(Saved data entries)
++++++++++
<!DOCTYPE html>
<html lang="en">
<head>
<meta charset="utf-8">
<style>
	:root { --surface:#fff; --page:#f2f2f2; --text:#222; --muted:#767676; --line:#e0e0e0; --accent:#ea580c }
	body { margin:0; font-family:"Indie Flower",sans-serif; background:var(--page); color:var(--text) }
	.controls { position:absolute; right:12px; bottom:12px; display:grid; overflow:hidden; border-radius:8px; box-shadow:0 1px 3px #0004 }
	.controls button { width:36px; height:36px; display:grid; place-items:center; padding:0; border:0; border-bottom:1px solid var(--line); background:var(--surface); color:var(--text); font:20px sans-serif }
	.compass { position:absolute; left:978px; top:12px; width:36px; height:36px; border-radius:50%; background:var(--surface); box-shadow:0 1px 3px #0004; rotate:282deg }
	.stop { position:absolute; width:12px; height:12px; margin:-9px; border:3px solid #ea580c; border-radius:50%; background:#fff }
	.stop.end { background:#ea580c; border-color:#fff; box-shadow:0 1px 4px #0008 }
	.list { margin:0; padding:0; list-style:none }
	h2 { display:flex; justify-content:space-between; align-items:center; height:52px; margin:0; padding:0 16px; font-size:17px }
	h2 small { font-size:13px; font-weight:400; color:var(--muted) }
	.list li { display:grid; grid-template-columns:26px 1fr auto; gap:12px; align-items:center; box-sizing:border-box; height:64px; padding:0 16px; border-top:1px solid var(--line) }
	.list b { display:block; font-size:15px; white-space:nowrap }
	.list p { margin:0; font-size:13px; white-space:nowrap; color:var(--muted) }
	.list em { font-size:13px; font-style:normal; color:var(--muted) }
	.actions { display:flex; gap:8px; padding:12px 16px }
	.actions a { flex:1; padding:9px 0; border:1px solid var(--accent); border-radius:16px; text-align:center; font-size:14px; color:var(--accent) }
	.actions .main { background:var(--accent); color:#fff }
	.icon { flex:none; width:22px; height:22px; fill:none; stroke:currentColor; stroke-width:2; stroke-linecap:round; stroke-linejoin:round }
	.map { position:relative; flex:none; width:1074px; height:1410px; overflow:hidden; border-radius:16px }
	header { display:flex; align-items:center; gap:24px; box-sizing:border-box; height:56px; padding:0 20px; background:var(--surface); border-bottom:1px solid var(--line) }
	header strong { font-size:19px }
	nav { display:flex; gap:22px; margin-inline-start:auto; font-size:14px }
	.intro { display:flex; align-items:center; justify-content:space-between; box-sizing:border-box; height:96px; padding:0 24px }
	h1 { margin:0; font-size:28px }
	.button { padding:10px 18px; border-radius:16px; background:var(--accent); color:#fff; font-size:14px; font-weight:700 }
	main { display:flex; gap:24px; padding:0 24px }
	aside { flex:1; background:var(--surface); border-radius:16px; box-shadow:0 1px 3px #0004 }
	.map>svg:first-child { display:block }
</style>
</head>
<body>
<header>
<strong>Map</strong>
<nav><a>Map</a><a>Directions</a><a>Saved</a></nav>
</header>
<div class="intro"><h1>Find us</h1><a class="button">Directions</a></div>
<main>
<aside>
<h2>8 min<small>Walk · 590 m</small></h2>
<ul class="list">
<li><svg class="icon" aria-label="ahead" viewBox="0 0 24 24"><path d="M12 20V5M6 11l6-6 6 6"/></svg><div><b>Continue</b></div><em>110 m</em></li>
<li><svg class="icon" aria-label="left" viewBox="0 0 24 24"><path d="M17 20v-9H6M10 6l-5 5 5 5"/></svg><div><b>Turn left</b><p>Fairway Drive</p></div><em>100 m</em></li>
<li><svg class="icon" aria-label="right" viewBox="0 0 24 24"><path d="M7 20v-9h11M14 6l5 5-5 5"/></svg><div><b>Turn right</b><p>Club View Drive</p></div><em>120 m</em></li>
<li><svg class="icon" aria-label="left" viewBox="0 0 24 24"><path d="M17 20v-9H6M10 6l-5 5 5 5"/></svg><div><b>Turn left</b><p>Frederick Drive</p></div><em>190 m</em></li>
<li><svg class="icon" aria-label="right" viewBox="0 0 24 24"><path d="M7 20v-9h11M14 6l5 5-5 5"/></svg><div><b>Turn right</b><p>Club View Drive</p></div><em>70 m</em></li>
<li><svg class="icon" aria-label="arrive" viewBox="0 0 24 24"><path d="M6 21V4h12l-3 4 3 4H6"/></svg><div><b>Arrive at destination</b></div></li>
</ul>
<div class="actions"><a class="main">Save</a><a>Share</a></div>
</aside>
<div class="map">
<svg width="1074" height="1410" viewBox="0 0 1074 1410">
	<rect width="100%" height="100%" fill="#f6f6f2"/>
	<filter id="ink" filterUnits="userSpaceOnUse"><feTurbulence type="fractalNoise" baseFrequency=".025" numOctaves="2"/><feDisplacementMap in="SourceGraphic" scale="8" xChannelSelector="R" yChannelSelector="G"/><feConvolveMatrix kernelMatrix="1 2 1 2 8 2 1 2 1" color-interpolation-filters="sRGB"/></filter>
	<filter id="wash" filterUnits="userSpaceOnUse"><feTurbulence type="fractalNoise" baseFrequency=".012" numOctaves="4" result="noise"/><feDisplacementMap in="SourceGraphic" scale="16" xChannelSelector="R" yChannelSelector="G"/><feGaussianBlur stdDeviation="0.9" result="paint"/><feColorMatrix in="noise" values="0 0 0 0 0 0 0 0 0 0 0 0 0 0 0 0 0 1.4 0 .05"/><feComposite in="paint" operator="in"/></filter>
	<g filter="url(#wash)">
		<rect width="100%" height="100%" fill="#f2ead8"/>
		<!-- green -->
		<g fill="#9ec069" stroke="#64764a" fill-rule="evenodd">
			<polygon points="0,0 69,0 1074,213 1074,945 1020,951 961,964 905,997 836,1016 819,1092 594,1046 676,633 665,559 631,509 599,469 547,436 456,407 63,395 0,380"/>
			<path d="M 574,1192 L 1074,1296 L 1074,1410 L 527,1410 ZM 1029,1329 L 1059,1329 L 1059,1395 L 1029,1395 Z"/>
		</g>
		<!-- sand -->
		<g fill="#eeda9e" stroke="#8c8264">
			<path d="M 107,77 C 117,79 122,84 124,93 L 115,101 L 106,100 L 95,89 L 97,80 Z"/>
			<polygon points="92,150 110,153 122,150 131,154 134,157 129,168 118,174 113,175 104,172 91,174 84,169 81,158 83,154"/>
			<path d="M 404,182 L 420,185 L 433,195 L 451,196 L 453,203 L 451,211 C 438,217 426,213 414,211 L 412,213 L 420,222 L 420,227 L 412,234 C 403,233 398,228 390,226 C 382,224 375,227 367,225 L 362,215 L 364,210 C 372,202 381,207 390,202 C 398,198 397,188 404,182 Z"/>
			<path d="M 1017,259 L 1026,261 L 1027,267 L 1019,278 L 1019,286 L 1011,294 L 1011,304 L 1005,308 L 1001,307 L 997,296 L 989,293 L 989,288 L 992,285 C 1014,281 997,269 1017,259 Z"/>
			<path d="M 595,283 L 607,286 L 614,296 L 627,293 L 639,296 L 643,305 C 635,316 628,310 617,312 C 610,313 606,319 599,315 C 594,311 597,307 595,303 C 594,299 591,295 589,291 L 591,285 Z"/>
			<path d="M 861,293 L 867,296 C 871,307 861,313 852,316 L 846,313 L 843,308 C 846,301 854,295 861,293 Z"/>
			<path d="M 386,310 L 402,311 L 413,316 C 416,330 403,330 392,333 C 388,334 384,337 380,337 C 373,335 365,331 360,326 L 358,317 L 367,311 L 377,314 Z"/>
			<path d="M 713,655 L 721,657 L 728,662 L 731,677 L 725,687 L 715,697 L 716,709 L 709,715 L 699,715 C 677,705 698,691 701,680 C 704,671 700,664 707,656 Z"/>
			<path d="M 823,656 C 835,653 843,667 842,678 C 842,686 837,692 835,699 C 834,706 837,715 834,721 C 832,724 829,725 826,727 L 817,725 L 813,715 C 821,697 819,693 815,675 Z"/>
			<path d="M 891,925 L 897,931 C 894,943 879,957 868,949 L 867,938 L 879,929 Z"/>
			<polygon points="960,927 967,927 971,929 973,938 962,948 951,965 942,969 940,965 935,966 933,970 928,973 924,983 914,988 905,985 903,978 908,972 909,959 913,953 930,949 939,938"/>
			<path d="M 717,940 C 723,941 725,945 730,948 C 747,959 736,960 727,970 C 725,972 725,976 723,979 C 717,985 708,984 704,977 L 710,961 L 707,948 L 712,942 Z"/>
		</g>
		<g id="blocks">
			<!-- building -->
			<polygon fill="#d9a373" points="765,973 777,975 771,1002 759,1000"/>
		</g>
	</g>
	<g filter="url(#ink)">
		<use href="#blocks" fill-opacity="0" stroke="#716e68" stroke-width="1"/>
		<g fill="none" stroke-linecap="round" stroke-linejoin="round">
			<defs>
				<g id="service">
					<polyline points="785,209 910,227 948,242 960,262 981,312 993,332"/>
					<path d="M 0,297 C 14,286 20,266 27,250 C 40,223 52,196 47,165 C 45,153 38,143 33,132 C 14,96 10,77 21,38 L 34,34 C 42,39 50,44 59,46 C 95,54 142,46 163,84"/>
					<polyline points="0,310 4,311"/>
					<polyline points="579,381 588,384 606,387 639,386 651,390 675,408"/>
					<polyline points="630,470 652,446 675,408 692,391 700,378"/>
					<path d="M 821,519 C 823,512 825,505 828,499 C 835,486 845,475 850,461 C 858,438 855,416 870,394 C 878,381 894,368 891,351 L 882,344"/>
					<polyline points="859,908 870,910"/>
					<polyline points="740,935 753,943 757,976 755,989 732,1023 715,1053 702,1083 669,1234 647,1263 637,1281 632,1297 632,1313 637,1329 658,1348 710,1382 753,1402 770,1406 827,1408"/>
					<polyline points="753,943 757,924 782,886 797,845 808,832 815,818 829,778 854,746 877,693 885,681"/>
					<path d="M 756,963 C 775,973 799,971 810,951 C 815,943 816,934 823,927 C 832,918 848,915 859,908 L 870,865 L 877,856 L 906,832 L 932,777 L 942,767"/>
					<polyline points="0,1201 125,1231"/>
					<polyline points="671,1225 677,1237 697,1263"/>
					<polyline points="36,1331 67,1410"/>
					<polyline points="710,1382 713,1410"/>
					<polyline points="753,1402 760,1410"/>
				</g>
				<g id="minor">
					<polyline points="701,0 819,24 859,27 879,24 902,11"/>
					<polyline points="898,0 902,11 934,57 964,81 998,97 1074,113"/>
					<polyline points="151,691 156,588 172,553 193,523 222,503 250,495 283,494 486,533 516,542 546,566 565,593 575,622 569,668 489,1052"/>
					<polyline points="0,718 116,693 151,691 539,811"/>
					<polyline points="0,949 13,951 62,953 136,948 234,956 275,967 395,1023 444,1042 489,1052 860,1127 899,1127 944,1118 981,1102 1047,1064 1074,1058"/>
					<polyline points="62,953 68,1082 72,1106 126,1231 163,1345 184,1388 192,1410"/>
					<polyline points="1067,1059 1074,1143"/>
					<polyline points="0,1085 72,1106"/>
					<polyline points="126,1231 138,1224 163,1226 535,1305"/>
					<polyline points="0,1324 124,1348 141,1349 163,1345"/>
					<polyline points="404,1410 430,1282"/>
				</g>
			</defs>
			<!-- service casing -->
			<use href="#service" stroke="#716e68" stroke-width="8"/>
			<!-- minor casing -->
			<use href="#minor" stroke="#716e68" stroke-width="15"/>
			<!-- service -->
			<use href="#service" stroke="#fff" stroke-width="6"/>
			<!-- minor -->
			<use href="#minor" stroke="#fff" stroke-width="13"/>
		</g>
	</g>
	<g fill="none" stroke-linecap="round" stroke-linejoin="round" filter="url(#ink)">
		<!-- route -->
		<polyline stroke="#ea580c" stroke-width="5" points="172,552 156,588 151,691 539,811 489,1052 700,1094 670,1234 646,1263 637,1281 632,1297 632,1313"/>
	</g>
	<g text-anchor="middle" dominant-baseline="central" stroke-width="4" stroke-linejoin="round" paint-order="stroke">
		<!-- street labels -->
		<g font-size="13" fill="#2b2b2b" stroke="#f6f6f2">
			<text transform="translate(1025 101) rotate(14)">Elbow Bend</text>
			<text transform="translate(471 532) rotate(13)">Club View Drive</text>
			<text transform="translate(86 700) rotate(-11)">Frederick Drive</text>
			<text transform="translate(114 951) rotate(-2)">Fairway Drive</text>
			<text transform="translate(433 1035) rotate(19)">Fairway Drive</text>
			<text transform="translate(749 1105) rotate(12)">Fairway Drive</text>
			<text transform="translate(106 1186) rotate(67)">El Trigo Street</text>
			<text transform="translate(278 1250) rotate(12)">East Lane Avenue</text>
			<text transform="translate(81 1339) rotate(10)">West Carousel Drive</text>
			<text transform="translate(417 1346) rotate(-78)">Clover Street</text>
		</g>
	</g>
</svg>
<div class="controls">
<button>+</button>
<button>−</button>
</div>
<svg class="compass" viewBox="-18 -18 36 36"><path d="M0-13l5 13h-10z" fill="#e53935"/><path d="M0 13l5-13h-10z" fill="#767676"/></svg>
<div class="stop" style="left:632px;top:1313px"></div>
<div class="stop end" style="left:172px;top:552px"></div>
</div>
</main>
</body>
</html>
++++++++++
* **WHAT THE TASK ASKS**:
Using the records above, find and show each line with the string "compass".

* **ANSWER BOX**:
	.compass { position:absolute; left:978px; top:12px; width:36px; height:36px; border-radius:50%; background:var(--surface); box-shadow:0 1px 3px #0004; rotate:282deg }
<svg class="compass" viewBox="-18 -18 36 36"><path d="M0-13l5 13h-10z" fill="#e53935"/><path d="M0 13l5-13h-10z" fill="#767676"/></svg>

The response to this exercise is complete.